Involution that brings sets to disjoint sets Let $A$ be a collection of subsets of $\{1,2,\dots,n\}$ that is closed under taking subsets (that is, if $U\in A$ and $V\subseteq U$ then $V\in A$). Is there always an involution $f:A\to A$ such that $f(V)\cap V=\emptyset$ for all $V\in A$? I'm guessing yes.
Note that if $A=\mathcal P(\{1,2,\dots,n\})$, then taking the complement works. Also note that if $|A|$ is odd, we can send the empty set to itself (the empty set is disjoint from itself, isn't that weird?).
I tried working through a few small examples. I haven't found a counterexample, but I also haven't found a proof.
 A: Here's a proof which gives an algorithm for constructing an involution. If the order ideal $\mathcal{A}=\emptyset$ we're done; otherwise we can select a maximal element $X$ of $\mathcal{A}$ (with respect to inclusion.) If we're really lucky, there is another maximal element $Y$ of $\mathcal{A}$ disjoint from $X$. If so, we can set $X\leftrightarrow Y$; since $\mathcal{A}'=\mathcal{A}\setminus\{X,Y\}$ is an order ideal, we can find a suitable involution on $\mathcal{A}'$ by induction on $|\mathcal{A}|$, so we're done.
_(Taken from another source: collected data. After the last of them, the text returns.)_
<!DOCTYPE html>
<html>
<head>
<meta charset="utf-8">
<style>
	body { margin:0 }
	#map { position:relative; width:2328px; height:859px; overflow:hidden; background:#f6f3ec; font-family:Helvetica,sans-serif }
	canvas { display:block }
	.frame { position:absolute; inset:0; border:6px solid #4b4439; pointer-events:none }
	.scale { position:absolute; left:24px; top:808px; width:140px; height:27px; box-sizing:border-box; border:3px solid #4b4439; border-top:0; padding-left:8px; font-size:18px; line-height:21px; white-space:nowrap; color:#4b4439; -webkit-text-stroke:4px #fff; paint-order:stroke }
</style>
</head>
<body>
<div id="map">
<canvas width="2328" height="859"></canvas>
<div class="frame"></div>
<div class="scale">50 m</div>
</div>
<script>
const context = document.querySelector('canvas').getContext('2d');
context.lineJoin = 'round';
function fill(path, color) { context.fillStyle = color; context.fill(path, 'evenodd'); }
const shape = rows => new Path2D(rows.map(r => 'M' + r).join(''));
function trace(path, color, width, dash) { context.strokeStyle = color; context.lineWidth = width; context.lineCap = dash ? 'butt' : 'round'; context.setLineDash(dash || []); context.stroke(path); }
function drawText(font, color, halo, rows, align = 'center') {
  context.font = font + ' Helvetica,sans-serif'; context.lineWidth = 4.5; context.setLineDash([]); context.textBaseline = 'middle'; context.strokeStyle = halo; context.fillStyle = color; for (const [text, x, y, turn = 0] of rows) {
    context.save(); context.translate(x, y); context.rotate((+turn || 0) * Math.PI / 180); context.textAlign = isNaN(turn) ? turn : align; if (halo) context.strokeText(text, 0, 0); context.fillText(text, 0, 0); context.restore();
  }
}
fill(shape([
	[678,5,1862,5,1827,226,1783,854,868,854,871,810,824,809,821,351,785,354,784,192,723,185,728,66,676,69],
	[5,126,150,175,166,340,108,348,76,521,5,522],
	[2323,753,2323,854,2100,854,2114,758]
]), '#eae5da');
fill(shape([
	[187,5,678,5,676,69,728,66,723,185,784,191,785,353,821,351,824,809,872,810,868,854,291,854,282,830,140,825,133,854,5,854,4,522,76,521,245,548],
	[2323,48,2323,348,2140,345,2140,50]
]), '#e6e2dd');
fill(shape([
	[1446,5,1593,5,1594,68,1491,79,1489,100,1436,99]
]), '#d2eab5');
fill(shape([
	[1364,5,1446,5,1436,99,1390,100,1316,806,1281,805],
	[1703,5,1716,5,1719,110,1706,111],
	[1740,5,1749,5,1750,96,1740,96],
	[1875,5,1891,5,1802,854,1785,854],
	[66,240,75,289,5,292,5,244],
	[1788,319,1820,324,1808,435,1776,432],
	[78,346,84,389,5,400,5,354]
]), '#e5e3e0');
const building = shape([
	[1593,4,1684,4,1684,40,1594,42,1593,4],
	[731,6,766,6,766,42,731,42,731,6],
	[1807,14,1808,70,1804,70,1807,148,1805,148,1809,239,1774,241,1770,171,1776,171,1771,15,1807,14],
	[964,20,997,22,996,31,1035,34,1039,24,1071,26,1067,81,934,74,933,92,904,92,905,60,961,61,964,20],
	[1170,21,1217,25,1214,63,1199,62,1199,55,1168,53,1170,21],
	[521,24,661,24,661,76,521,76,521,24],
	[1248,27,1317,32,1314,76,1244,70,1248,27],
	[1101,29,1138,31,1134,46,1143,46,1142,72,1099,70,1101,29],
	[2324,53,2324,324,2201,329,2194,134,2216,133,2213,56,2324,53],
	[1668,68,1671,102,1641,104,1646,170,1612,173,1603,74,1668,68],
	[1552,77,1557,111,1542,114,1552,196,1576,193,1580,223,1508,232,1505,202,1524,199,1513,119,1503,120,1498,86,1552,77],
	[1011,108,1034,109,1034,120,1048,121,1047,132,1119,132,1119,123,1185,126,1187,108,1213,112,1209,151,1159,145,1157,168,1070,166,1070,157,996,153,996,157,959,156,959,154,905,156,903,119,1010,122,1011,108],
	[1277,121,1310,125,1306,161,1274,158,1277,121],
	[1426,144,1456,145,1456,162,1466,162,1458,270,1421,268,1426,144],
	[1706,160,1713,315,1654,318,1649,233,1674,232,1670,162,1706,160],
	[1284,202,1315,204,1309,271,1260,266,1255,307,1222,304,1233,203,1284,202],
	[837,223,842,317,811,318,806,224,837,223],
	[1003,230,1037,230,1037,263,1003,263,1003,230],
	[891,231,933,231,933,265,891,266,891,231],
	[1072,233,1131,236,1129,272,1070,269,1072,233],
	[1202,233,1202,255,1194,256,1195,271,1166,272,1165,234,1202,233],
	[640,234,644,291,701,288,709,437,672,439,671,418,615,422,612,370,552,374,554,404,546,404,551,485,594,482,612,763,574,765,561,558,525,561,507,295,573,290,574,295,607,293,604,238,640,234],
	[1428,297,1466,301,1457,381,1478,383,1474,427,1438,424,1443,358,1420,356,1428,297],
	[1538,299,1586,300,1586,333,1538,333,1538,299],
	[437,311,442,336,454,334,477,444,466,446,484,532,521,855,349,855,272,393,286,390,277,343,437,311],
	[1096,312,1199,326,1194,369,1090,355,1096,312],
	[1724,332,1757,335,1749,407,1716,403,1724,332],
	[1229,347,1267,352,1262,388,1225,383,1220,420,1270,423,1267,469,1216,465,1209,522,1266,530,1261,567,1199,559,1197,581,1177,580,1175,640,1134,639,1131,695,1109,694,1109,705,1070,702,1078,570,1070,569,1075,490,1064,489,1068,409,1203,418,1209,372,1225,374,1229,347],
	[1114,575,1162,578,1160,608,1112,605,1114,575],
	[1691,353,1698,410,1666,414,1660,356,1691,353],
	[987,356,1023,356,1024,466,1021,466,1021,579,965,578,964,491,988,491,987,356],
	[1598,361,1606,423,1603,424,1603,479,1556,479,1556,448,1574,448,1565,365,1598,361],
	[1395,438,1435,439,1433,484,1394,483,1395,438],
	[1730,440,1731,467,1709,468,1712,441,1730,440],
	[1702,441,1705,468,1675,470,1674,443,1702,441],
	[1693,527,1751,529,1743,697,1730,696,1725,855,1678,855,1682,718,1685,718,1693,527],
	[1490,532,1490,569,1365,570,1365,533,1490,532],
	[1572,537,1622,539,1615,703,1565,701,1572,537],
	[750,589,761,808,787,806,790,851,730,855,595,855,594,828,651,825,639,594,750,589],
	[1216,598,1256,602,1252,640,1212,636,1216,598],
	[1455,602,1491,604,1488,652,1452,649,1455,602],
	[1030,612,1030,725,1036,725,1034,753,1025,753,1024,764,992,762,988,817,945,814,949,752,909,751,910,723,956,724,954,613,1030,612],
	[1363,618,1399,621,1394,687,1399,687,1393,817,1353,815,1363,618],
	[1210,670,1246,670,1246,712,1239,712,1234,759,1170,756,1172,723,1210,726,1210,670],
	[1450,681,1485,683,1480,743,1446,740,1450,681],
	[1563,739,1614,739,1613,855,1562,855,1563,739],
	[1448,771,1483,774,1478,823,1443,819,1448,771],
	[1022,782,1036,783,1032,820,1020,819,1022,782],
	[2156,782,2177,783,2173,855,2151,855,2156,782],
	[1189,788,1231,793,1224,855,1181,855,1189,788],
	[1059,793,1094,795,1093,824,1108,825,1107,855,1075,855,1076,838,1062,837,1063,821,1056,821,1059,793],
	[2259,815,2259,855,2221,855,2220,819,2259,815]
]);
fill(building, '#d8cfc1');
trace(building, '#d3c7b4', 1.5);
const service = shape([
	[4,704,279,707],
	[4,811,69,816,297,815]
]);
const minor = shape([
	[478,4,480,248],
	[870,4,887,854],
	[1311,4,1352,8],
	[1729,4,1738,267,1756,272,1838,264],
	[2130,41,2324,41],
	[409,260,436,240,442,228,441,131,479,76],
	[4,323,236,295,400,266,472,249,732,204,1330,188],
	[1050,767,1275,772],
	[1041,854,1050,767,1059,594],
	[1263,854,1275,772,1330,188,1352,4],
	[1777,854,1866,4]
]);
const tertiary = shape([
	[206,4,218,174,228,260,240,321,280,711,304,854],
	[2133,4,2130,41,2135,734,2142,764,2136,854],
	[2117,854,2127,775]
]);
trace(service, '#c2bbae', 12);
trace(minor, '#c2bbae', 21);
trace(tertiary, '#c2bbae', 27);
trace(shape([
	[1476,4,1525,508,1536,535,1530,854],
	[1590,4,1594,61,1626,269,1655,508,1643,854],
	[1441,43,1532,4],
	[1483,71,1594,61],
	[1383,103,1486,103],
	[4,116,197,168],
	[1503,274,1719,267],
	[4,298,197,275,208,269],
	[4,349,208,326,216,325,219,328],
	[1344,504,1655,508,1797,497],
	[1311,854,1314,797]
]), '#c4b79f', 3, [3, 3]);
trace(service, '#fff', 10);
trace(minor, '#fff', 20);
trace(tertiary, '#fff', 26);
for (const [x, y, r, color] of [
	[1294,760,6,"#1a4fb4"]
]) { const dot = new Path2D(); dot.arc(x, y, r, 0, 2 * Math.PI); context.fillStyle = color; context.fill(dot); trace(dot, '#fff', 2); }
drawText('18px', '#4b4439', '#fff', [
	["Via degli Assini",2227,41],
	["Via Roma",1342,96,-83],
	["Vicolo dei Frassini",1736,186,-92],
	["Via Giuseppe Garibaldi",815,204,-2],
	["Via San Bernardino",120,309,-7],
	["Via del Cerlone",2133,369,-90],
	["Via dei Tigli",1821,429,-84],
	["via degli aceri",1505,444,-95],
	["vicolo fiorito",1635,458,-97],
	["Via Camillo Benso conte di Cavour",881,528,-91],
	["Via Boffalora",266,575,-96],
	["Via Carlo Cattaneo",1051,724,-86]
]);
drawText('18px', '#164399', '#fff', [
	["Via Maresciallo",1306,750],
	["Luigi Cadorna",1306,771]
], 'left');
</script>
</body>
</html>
In general, we won't be so lucky, but the intuition is the same. Given a maximal element $X$ of $\mathcal{A}$, select a maximal element $Y$ in
$\{ Y\in \mathcal{A}\mid Y\cap X=\emptyset \}.$
We can pair $X$ with $Y$, but in general $Y$ is not maximal in $\mathcal{A}$ so we have to do a little more work before we can appeal to induction. By the choice of $Y$, every set in $\mathcal{A}$ containing $Y$ has the form $Y\cup B$ for some $B\subset X$. Let
$$\mathcal{B} =\{B\subset X\mid Y\cup B\in\mathcal{A}\};$$
note that $\mathcal{B}$ is closed under taking subsets since $\mathcal{A}$ is.
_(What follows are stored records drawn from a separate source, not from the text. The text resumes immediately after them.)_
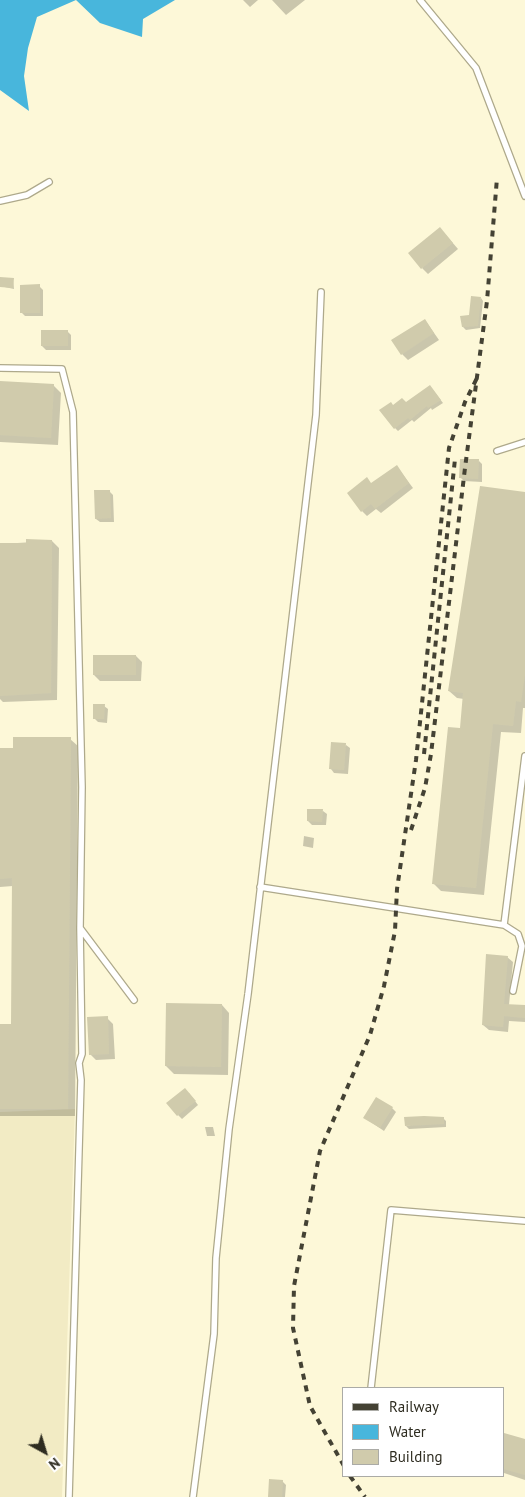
<!DOCTYPE html>
<style>
body{margin:0}
#map{position:relative;width:525px;height:1497px;overflow:hidden;background:#fdf8d8;font-family:"PT Sans",sans-serif}
canvas{display:block}
.legend{position:absolute;left:342px;top:1387px;width:162px;height:90px;box-sizing:border-box;background:#fff;border:1px solid #ababa6;margin:0;padding:6px 9px;list-style:none;font-size:15px;color:#2e2c20}
.legend li{display:flex;align-items:center;gap:10px;height:25px}
.legend b{width:25px;border:1px solid #ababa6}
.north{position:absolute;left:20px;top:1427px;width:50px;height:50px;-webkit-text-stroke:4px #fff;paint-order:stroke;rotate:141deg;font-size:14px;font-weight:700;line-height:20px;text-align:center;color:#2e2c20}
.north::after{content:'';display:block;margin:auto;width:18px;height:22px;background:#2e2c20;clip-path:polygon(50% 0,100% 100%,50% 72%,0 100%)}
</style>
<div id="map">
<canvas width="525" height="1497"></canvas>
<ul class="legend">
<li><b style="height:6px;background:#444234"></b>Railway</li>
<li><b style="height:14px;background:#48b6dc"></b>Water</li>
<li><b style="height:14px;background:#d0cbac"></b>Building</li>
</ul>
<div class="north">N</div>
</div>
<script>
const c = document.querySelector('canvas').getContext('2d');
c.lineJoin = 'round';
function fill(path, color) {
  c.fillStyle = color;
  c.fill(path, 'evenodd');
}
function trace(path, color, width, dash) {
  c.strokeStyle = color;
  c.lineWidth = width;
  c.lineCap = dash ? 'butt' : 'round';
  c.setLineDash(dash || []);
  c.stroke(path);
}
const built = new Path2D(`
 M75 1109 62 1497H0V1112Z`);
const water = new Path2D(`
 M0 0H76L37 17 28 48 24 76 29 111 0 90Z
 M76 0H175L143 19 142 37 100 23Z`);
const shadow = new Path2D(`
 M243 0H258L250 7Z
 M272 0H305L286 15Z
 M446 235 458 249 428 274 422 268Z
 M13 279 14 289 0 286Z
 M39 286 43 290V316H25L21 312Z
 M481 298 483 301 480 328 466 330 463 327Z
 M425 320 439 340 408 360 402 354Z
 M67 331 71 335V350H46L42 346Z
 M0 383 53 385 61 393 58 445 0 442Z
 M433 390 443 403 432 410 431 408 414 422 412 420 398 431 395 428 394 406 406 403Z
 M479 461 482 464V482L464 481 460 477Z
 M401 472 413 488 381 513 376 509 367 516 362 511 372 484Z
 M109 491 113 495 114 522H100L96 519Z
 M525 494V708H523L521 733 501 732 484 895 441 891 433 883 461 730 464 699 457 698 449 691Z
 M52 541 59 548 57 700 3 702 0 699V544Z
 M136 656 142 662 141 681H100L94 675Z
 M104 706 108 709 107 723 98 722 94 718Z
 M70 739 78 746 75 1116H0V1025H12L13 886 0 887V749H14Z
 M346 745 350 748 348 774 334 773 331 769Z
 M323 811 327 814 326 825H312L308 821Z
 M304 836 314 838 313 848 303 846Z
 M507 957 513 962 509 1005 525 1006V1022L509 1021 508 1032 489 1030 483 1025Z
 M222 1005 229 1013 228 1075 174 1074 166 1066Z
 M107 1018 113 1024 115 1059 96 1060 90 1054Z
 M189 1093 198 1105 182 1119 178 1115Z
 M392 1108 396 1112 384 1131 365 1118Z
 M443 1118 446 1121V1127L409 1129 406 1126Z
 M205 1127H213L215 1136H207Z
 M504 1434 525 1441V1480L504 1473Z
 M282 1481 286 1485 285 1497H269Z`);
const building = new Path2D(`
 M440 227 453 243 421 269 408 253Z
 M0 277 14 278 13 288 0 287Z
 M40 284V313H20V285Z
 M471 296 481 297 478 326 462 327 460 316 469 315Z
 M425 319 434 333 401 355 391 340Z
 M41 330H68V346H41Z
 M0 381 54 384 51 438 0 435Z
 M430 385 441 400 428 408 427 406 410 420 408 418 394 429 379 410 391 402 393 405 402 398 406 402Z
 M460 459H479L478 479 459 478Z
 M397 465 409 483 375 509 371 504 361 512 347 493 367 477 371 483Z
 M480 486 525 492V674L521 702 516 701 513 726 493 724 476 888 432 884 448 727 460 728 463 693 448 691Z
 M94 490H110L111 518 95 519Z
 M26 539 52 540 51 693 0 696V543H26Z
 M93 655H136V675H93Z
 M93 704H105L104 719H93Z
 M13 737H71L68 1109H0V1024H11L12 878 0 879V748H13Z
 M331 742 346 743 344 770 329 769Z
 M307 809H323L322 822 307 821Z
 M486 954 508 956 504 1004 525 1005V1018L504 1016 503 1027 482 1025Z
 M166 1003 222 1004 221 1067 165 1066Z
 M108 1016 109 1054 89 1055 87 1017Z
 M185 1088 196 1101 177 1116 166 1103Z
 M376 1097 393 1107 380 1128 363 1118Z
 M424 1116 444 1117V1124L405 1126 404 1117Z
 M504 1433 525 1439V1475L504 1469Z
 M269 1479 283 1480 282 1497H268Z`);
const service = new Path2D(`
 M420 0 476 68 525 196
 M0 201 27 195 49 182
 M0 368 62 369 73 412 82 787 80 928 134 1000
 M497 451 525 442
 M260 887 504 925 518 934 522 946 513 991
 M504 925 525 756
 M371 1388 391 1210 525 1221
 M69 1497 81 1080 79 1063 82 1054 80 928
 M193 1497 214 1334 216 1258 229 1129 248 994 316 415 321 292`);
const rail = new Path2D(`
 M424 754 455 459
 M411 830 425 788 431 754 465 468 487 301 497 178
 M344 1466 310 1406 293 1328 294 1286 320 1151 370 1035 384 986 395 931 397 889 416 760 449 448 465 402 477 378
 M350 1476 365 1497`);
fill(built, '#f2ebc4');
fill(water, '#48b6dc');
fill(shadow, '#0003');
fill(building, '#d0cbac');
trace(service, '#aea98b', 8);
trace(service, '#fff', 5.5);
trace(rail, '#444234', 4, [6, 6]);
</script>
For each $B\in\mathcal{B}$, we pair
$Y\cup B$ with $X\setminus B$
(which we know is in
$\mathcal{A}$ since $\mathcal{A}$ is an order ideal.) In short, this matches the elements of $Y\cup\mathcal{B}$ with the elements of $X\setminus\mathcal{B}$. Let 
$\mathcal{A}'$ be the result of removing all these paired elements from $\mathcal{A}$.
Once we check $\mathcal{A}'$ is an order ideal, we're done by induction.
All we need to check is that the set of elements we removed is an order coideal of $\mathcal{A}$. (i.e. if we removed $Z$, and $W\supset Z$ is in $\mathcal{A}$, then we also removed $W$).
But $Y\cup \mathcal{B}$ is an order coideal by construction; $X\setminus\mathcal{B}$ is one since $\mathcal{B}$ is an order ideal; and the union of order coideals is an order coideal. So $\mathcal{A}'$ is an order ideal, and we're done by induction. $\square$
Remark: if $\mathcal{A}$ is the power set of $X$, then $X$ is the unique maximal element of $\mathcal{A}$; the algorithm picks $Y=\emptyset$, and pairs each $B$ with the complement $X\setminus B$, so this generalizes the special case pointed out in the original post. It also generalizes the special case at the beginning of the post: if $Y$ is maximal in $\mathcal{A}$ then $\mathcal{B}=\emptyset.$
A: I don't know the answer, but I'd like to rephrase the question in the language of graph theory. Given a finite set $X$, the powerset $\mathcal{P}(X)$ becomes the vertex set of a graph by declaring that two subsets of $X$ have an edge between them iff they're disjoint. Furthermore, the graph $\mathcal{P}(X)$ has a perfect matching, given by complementation. Your question is whether it's true that for each downward-closed subset $\mathcal{A}$ of the poset $\mathcal{P}(X)$, the graph induced on $\mathcal{A}$ has a perfect matching.
In light of this, perhaps Tutte's theorem will help.
A: For any $A$ start with the smallest powerset that includes $A$ (e.g. if $A=\{\emptyset,\{1\},\{2\}\}$ start with $\mathcal P(\{1,2\})$). Use the trivial involution you suggested for this power set. Then transform this involution to a new involution by eliminating elements one by one to reach $A$ (start with bigger elements). In doing so alternate between reassigning $\emptyset$ to itself and the element that is mapped to the eliminated element. This way you can construct an involution for any $A$. You need to prove that the required conditions are preserved under these transformations. Note that each transformation is applied on the previous transformed involution.